[Material shown]:
.....
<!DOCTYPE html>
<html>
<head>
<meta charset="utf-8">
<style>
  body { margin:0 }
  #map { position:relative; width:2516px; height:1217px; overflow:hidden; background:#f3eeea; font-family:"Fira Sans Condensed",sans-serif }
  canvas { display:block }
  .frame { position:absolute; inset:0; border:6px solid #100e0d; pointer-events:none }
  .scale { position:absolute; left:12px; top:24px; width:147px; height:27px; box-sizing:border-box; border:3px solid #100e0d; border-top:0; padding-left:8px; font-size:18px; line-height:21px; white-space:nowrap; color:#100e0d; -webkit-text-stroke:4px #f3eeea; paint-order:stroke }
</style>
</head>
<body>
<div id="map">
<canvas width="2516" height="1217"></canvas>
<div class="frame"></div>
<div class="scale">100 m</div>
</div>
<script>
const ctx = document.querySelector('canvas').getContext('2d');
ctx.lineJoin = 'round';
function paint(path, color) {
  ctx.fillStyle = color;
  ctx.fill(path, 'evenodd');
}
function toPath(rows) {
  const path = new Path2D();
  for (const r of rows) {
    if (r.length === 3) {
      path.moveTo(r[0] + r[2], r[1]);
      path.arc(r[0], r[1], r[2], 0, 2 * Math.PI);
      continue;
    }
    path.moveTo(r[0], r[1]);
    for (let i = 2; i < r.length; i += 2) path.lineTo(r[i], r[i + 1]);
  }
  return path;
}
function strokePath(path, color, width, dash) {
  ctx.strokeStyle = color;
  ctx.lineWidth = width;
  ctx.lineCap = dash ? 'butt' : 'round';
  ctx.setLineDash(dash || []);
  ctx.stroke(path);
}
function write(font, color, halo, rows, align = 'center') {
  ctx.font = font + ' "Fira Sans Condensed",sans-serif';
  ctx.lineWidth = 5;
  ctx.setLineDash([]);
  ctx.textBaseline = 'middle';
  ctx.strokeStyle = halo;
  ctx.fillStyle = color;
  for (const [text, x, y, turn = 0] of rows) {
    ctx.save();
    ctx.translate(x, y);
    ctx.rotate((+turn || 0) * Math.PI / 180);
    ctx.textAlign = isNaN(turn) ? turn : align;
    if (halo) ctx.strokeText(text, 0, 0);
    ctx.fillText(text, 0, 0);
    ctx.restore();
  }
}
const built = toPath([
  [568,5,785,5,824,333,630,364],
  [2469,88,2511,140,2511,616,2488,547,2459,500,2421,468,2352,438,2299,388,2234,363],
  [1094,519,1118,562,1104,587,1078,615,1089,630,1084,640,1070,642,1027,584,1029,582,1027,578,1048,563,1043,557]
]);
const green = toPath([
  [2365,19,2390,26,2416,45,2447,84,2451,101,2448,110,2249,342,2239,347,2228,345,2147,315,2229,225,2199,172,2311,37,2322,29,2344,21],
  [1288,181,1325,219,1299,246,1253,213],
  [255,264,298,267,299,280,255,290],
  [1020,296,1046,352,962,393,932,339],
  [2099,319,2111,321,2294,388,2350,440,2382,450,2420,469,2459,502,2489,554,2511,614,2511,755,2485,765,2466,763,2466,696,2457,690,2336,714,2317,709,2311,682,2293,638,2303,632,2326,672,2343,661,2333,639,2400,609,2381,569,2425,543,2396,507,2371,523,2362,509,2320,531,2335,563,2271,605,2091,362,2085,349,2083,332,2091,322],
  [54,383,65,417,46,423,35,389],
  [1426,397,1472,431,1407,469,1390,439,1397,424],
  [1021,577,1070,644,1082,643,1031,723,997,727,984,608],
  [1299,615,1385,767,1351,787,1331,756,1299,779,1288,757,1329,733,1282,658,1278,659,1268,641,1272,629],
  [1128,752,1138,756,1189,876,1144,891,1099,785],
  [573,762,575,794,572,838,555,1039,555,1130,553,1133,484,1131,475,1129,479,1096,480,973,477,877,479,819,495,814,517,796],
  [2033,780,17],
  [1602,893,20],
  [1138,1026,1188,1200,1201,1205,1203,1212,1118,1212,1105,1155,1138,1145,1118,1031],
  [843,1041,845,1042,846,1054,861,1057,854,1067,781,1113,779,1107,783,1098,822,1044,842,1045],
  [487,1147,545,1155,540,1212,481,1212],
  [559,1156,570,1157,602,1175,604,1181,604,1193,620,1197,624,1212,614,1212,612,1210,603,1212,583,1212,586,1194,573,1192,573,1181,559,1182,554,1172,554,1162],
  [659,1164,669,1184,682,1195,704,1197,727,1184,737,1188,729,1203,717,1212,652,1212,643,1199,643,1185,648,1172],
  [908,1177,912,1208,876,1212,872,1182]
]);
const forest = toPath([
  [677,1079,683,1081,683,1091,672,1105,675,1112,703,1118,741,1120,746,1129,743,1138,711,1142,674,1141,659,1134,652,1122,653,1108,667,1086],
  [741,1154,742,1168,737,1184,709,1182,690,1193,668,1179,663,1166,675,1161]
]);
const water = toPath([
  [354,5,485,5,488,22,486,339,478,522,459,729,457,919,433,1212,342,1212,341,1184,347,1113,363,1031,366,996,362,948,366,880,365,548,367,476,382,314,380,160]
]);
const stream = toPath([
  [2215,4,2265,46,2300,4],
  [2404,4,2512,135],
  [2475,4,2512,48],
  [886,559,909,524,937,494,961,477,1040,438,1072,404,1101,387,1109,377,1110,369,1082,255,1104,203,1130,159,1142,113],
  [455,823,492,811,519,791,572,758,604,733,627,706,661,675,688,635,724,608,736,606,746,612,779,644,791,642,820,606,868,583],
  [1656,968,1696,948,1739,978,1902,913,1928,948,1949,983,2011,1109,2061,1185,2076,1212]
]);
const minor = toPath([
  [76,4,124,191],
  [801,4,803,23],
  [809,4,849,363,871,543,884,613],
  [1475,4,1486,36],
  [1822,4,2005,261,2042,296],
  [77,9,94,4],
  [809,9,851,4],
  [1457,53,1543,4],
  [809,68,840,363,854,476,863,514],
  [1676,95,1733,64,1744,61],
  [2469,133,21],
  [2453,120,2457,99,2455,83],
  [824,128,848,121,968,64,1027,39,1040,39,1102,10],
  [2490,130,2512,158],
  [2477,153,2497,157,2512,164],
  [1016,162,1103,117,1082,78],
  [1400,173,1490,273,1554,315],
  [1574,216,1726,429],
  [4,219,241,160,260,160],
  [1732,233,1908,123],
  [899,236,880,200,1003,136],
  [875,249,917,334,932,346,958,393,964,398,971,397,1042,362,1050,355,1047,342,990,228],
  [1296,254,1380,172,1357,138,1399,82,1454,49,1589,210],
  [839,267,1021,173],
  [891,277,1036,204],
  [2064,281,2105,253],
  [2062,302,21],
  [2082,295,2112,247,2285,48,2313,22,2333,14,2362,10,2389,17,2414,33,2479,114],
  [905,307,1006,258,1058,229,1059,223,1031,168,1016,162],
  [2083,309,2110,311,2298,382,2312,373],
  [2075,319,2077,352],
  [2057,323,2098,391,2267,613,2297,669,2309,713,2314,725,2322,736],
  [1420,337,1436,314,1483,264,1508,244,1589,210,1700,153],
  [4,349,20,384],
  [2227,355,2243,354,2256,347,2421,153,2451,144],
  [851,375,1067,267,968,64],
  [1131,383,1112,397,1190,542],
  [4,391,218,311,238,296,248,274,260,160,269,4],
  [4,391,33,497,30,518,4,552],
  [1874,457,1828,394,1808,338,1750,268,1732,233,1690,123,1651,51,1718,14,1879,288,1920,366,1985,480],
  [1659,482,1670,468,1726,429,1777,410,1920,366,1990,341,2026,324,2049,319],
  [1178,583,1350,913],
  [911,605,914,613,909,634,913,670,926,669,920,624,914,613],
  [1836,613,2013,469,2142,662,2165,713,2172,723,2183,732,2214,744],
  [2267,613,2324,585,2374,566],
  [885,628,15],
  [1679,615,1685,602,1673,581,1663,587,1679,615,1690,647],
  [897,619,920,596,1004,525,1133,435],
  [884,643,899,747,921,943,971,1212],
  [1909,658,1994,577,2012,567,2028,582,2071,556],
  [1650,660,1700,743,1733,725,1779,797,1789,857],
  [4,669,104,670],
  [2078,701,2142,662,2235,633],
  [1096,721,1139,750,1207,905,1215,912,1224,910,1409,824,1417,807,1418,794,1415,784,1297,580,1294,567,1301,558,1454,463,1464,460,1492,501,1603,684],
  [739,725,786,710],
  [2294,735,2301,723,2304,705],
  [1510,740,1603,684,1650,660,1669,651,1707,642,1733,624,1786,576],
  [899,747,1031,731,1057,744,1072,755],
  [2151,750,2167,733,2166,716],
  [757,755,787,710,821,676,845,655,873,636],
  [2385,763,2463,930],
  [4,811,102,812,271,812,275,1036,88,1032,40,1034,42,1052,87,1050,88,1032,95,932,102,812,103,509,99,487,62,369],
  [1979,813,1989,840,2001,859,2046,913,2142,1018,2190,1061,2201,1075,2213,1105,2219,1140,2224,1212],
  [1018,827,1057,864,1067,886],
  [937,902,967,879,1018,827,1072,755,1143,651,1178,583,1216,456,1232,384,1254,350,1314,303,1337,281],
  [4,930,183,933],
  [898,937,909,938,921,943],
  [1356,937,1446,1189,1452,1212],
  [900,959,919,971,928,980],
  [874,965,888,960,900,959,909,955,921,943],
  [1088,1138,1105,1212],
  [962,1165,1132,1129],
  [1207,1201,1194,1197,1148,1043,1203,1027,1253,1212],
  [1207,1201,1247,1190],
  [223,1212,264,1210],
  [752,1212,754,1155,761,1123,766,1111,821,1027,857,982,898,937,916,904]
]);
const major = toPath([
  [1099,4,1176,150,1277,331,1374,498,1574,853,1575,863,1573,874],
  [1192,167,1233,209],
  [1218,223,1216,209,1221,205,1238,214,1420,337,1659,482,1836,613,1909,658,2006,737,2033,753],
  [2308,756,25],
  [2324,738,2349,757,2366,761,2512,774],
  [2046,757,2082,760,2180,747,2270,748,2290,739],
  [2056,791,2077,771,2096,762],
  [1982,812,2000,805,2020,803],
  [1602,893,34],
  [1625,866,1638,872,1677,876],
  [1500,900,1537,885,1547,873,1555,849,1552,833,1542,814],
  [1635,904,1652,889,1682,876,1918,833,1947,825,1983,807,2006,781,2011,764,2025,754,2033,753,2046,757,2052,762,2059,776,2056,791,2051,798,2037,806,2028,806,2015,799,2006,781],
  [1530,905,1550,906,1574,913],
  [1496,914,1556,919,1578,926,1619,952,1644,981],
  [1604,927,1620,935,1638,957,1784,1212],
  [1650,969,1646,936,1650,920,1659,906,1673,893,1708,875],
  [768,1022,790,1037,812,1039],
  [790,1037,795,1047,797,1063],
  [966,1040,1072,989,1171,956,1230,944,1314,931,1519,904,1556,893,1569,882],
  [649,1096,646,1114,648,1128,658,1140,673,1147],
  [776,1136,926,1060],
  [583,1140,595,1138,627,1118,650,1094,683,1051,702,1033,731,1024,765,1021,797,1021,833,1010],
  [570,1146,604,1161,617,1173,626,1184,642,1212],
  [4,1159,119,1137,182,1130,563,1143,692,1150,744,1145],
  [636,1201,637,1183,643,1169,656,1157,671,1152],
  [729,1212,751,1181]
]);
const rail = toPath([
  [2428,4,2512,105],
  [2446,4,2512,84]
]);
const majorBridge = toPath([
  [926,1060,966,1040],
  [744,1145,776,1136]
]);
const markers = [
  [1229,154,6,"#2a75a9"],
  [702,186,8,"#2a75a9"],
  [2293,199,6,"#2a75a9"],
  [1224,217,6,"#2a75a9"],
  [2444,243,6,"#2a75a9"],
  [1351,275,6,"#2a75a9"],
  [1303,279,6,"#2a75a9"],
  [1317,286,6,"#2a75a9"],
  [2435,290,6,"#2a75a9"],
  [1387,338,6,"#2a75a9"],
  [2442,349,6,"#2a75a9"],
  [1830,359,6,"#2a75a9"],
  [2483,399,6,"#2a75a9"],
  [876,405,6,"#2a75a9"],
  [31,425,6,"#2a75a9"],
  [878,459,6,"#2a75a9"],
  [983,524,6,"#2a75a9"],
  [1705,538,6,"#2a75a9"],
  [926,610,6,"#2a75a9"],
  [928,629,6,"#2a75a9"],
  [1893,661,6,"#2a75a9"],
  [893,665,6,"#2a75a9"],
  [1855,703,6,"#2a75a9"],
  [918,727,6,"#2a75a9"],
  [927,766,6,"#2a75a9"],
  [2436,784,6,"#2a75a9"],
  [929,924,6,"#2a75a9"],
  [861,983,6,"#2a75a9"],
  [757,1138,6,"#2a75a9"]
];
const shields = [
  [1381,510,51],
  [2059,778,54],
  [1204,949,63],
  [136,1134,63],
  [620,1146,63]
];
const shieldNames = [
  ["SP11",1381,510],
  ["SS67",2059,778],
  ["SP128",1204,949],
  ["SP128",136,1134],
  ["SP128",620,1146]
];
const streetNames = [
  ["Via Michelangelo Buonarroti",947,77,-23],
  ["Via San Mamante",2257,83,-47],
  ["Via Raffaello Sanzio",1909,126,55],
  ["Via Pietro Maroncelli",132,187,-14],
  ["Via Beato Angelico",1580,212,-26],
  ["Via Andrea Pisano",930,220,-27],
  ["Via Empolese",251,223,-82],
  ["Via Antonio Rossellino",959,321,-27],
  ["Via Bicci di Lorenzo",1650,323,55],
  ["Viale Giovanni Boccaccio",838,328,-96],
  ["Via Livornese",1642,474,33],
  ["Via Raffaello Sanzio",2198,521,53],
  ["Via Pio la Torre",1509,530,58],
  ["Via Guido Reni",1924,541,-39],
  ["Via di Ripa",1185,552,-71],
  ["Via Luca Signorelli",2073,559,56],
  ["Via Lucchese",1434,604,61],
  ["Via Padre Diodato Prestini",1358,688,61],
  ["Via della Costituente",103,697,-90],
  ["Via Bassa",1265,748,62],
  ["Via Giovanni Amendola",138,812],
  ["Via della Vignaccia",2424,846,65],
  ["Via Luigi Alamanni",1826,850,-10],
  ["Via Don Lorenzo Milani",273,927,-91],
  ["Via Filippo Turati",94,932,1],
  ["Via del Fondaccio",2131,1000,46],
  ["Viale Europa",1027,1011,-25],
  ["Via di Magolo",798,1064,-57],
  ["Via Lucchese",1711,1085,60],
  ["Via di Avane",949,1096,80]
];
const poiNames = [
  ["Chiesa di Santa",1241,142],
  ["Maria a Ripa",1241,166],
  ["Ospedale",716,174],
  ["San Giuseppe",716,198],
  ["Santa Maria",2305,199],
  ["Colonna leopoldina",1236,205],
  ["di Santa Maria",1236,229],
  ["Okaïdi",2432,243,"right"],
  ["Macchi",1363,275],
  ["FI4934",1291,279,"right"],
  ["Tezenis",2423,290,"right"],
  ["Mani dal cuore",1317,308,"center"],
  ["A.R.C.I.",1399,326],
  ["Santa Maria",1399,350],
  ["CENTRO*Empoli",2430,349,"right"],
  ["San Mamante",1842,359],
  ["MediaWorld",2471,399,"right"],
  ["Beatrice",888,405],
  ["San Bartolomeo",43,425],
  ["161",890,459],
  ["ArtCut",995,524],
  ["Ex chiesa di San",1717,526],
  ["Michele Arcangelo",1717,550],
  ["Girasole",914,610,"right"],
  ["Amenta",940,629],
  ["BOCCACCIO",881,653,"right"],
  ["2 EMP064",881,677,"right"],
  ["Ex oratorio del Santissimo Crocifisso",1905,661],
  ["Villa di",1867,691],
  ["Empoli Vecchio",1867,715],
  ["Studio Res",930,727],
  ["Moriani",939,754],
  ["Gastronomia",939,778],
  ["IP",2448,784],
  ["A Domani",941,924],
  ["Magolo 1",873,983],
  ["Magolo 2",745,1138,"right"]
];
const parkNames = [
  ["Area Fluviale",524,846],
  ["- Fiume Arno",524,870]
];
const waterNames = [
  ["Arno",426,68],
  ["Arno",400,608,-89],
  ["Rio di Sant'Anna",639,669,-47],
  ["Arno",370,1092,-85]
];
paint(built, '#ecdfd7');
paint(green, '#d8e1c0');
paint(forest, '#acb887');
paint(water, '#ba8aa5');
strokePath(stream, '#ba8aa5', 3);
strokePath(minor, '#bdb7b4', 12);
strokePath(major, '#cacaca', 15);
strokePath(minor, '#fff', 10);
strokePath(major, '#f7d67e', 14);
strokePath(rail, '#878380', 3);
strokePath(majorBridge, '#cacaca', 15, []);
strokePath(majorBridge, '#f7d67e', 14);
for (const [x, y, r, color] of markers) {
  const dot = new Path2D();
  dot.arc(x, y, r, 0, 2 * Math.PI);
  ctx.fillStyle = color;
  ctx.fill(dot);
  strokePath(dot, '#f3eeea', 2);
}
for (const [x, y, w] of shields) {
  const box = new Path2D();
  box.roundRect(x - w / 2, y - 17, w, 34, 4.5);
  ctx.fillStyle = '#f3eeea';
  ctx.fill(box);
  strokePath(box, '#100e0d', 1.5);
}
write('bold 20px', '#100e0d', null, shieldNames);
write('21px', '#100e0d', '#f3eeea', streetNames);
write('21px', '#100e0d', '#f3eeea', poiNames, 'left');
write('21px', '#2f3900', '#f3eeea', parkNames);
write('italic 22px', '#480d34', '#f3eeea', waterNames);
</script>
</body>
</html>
.....
[Your instructions]:
Your answer should consist of the lines above that hold the word "strokeStyle".

[Answer to this exercise]:
  ctx.strokeStyle = color;
  ctx.strokeStyle = halo;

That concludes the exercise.